Nonetheless, we can also save money by…I don’t know, stopping the funding of al-Qaeda in Syria.
The Bottom Line:
Crippled America is a book that likely will not sway any new voters for Trump, nor will it sway anyone away from him who is already there. What you’ve seen on the campaign trail is what you’ll get in the book.
What’s useful about Crippled America is that it is an easy guidebook to all things Trump 2016, and it is an immense boost of morale to those who support him and want to see their country win again. If you’re fed up, tired with the same old politics, or if you simply want to be the best version of yourself, this book will help you along in that journey. By associating with Donald Trump, you will be associating with a winner. That’s why it goes beyond politics. The best passage in the book was this:
Making America Great Again means never taking another step backward. Yes, we’ll take inspiration from the heroism of our past, but we’re only going to charge ahead now. When I played sports growing up, there was a saying in the locker room: If you take the first step backward, you might as well just keep going.
To put it another way: If you can accept losing, then you’ve already lost. (pg. 138)

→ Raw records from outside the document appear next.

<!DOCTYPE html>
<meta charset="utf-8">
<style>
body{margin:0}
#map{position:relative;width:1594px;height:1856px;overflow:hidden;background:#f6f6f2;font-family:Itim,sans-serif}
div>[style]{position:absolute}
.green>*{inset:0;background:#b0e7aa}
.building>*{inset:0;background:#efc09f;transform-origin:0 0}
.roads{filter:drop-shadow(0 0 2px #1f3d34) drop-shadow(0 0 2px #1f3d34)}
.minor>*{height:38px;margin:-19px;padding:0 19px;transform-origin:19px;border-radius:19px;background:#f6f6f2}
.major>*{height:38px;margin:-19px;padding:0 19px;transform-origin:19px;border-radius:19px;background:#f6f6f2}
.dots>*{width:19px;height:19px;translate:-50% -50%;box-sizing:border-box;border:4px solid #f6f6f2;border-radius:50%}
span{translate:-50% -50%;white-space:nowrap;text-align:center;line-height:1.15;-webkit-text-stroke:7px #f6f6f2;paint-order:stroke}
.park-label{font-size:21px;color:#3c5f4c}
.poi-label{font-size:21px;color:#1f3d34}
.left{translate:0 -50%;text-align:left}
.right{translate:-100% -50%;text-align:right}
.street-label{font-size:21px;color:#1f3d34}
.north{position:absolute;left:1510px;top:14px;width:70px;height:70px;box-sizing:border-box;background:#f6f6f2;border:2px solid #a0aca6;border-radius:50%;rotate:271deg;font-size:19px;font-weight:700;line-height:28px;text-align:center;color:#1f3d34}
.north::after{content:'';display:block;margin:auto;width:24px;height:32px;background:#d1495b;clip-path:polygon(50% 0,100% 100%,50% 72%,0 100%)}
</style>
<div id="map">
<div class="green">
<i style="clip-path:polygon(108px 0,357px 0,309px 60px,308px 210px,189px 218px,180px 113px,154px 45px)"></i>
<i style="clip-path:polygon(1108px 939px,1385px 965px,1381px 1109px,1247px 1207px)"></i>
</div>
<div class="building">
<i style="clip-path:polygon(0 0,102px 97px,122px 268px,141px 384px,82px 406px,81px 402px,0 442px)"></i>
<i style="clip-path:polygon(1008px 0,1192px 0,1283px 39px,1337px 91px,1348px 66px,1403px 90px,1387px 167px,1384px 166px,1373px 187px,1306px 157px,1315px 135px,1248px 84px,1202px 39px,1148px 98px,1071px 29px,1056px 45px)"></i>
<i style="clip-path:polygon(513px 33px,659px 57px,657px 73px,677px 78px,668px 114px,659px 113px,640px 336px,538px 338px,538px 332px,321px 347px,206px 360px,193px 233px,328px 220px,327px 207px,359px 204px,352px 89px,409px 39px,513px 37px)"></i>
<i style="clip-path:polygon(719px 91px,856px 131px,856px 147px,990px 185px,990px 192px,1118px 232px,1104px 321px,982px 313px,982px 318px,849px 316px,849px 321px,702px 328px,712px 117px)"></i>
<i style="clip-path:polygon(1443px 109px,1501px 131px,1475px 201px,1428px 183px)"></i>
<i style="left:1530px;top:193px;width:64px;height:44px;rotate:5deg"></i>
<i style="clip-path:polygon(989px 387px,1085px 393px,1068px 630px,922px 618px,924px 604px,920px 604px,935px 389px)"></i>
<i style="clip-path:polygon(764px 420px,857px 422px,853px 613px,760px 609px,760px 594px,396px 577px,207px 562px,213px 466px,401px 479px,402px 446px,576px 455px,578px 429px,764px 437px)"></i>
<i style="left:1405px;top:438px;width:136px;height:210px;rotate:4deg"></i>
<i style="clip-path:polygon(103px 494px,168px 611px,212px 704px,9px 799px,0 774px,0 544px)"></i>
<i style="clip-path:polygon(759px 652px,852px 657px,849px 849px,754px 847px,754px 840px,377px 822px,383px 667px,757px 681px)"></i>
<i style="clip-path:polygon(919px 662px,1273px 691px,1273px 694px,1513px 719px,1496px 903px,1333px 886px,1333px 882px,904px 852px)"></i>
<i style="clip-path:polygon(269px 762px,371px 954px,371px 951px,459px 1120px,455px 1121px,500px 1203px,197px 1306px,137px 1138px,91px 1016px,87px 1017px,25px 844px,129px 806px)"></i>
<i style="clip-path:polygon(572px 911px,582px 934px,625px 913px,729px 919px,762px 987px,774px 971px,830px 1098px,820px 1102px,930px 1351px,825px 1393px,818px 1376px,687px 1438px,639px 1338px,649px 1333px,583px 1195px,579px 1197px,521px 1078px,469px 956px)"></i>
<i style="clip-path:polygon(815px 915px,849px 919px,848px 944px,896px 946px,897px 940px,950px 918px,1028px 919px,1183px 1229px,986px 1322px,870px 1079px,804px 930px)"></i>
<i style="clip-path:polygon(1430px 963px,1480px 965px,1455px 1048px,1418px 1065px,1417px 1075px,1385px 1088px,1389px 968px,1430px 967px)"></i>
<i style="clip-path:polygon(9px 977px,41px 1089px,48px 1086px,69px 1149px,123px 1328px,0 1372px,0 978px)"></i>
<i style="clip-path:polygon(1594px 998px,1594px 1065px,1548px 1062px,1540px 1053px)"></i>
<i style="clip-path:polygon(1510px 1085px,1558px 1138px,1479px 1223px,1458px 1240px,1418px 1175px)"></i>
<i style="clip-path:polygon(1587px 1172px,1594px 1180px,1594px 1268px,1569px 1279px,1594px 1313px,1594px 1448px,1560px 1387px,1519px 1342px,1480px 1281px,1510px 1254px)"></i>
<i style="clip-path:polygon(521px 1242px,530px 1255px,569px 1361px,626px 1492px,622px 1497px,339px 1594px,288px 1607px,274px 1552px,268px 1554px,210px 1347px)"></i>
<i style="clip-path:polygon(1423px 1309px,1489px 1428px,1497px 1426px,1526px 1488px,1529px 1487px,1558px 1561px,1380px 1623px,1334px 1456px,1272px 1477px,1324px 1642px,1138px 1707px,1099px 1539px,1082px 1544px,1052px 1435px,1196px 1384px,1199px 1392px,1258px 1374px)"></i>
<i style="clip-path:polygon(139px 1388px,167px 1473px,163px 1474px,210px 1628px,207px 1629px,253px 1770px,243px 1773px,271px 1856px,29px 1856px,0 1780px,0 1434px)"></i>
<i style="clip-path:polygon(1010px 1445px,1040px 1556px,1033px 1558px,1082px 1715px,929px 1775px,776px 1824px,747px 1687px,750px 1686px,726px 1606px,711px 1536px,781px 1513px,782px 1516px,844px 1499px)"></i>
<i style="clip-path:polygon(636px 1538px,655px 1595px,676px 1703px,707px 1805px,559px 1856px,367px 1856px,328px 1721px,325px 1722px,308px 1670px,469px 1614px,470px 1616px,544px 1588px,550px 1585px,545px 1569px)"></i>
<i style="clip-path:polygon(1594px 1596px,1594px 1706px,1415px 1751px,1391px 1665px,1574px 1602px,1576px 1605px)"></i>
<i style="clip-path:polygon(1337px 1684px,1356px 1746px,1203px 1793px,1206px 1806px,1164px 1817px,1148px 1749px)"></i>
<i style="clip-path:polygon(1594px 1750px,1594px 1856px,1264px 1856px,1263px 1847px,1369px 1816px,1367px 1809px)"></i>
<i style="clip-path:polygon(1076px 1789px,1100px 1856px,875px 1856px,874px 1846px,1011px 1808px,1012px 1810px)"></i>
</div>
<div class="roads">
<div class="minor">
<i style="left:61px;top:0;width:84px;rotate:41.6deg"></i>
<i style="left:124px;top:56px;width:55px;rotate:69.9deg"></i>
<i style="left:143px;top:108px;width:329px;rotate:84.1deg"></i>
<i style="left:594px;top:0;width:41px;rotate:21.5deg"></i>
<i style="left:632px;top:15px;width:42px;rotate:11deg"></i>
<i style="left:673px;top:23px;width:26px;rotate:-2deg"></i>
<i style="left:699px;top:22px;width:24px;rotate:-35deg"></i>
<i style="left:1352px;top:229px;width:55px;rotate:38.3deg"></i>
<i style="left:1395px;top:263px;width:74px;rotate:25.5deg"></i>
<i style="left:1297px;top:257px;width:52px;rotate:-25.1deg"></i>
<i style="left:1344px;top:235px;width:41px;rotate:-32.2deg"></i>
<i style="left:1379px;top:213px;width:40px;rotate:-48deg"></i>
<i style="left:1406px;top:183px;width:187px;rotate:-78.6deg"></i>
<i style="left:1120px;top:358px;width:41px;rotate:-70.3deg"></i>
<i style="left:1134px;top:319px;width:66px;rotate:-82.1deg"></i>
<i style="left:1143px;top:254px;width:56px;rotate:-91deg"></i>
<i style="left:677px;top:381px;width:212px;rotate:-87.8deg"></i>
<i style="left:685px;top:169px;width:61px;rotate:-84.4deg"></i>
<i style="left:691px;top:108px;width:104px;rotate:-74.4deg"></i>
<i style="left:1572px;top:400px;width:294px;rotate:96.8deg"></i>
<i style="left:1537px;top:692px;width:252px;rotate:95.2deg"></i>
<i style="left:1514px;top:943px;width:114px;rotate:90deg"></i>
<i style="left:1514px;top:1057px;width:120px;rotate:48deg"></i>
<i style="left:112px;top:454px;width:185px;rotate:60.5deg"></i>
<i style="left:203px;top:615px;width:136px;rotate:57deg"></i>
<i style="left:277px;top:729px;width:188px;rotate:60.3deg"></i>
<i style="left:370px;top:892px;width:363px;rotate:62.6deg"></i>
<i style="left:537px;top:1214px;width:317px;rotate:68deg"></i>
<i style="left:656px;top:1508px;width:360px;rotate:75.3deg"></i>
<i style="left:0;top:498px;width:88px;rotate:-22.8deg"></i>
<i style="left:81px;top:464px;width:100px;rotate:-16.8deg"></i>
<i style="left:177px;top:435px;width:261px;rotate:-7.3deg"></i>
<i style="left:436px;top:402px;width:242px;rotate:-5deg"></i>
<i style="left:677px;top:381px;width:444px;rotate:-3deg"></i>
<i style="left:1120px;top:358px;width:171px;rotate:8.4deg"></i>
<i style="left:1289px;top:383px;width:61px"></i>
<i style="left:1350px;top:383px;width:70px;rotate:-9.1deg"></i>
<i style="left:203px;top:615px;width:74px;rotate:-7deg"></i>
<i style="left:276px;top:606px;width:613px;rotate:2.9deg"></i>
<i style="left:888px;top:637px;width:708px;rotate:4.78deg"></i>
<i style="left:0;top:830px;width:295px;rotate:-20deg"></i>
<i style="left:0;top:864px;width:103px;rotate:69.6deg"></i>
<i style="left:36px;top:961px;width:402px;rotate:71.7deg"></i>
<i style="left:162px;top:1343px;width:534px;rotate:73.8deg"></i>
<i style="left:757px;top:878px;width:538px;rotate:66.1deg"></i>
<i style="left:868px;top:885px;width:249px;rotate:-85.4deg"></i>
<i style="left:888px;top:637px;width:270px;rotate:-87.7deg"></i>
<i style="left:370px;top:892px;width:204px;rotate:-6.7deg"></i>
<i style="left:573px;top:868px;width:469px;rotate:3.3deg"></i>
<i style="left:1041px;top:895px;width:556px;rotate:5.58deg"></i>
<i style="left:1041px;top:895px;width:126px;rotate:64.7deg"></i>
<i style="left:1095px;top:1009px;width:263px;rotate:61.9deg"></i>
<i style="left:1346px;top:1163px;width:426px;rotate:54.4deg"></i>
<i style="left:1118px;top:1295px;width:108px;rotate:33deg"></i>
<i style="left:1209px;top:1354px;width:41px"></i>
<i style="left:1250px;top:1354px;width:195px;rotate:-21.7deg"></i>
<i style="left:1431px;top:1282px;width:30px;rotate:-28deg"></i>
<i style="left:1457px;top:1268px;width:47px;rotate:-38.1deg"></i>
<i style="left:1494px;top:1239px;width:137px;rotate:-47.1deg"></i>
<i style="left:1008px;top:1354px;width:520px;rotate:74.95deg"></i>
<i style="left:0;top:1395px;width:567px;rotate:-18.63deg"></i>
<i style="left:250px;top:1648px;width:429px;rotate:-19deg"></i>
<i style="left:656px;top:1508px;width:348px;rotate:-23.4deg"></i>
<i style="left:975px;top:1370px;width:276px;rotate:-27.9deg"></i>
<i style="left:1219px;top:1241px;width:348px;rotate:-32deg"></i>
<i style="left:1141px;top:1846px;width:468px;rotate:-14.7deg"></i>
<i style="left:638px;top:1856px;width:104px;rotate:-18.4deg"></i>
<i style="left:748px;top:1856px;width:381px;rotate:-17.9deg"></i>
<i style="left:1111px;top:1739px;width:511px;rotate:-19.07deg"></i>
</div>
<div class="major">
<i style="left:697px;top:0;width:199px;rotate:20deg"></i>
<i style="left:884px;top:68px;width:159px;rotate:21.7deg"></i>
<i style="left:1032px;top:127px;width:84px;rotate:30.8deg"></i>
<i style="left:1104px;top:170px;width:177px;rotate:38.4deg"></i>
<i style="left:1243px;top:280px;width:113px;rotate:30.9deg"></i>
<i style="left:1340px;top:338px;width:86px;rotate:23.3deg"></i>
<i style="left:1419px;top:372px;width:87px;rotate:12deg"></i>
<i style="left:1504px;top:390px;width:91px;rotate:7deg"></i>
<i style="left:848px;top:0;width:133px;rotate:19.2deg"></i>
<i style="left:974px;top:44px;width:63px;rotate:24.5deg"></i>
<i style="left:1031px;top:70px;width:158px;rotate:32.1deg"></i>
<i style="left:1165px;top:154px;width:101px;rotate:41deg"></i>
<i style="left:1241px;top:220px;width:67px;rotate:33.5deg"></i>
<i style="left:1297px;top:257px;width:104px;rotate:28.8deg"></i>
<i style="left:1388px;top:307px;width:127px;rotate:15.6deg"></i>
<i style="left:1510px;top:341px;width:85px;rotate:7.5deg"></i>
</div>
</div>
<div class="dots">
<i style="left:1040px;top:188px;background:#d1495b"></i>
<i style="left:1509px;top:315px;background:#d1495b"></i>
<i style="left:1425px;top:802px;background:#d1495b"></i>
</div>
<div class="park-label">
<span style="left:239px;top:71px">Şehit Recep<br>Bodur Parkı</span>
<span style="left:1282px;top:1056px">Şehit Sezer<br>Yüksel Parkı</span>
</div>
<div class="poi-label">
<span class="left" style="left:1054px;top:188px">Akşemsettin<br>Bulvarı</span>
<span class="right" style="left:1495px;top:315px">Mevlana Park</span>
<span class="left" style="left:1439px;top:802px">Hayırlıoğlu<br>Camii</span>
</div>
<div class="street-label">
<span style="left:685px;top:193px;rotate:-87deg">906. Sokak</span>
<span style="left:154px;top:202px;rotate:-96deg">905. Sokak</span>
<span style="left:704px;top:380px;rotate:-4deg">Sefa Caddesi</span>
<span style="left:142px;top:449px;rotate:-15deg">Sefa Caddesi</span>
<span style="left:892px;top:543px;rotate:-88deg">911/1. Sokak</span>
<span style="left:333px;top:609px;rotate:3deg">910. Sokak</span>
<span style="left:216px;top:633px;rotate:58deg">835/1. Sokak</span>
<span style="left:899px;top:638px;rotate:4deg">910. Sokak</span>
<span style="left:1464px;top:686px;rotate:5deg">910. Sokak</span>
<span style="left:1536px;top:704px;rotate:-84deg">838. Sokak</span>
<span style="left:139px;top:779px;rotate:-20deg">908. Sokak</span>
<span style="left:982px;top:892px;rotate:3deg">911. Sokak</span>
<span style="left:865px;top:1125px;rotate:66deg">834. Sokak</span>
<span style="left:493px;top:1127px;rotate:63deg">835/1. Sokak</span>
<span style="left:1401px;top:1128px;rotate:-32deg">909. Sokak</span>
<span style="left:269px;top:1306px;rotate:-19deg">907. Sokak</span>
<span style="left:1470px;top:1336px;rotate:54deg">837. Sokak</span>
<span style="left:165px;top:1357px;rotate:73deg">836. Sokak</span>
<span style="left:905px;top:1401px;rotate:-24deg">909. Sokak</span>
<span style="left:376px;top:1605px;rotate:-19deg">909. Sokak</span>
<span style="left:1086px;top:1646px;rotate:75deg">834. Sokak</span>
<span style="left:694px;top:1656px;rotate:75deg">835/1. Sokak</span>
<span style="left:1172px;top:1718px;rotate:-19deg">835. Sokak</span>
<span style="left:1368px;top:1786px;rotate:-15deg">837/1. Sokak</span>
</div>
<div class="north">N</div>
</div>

This is the cornerstone of masculine wisdom, and it’s always been found in the great men of the ages. You’ve seen it relayed on The Masculine Epic before. It’s been a long time since someone with this attitude was leading our country. Crippled America is a rallying cry to bring that wisdom back to the halls of power.
It’s time to win again – for yourself and your country. Crippled America calls on its readers to do so, and that’s the best part about it. It isn’t a long book, but its compactness is a great strength, and you may often find yourself coming back to it for its wisdom even beyond politics.
Happy Thanksgiving to my readers, wherever they are. And let’s make America great again!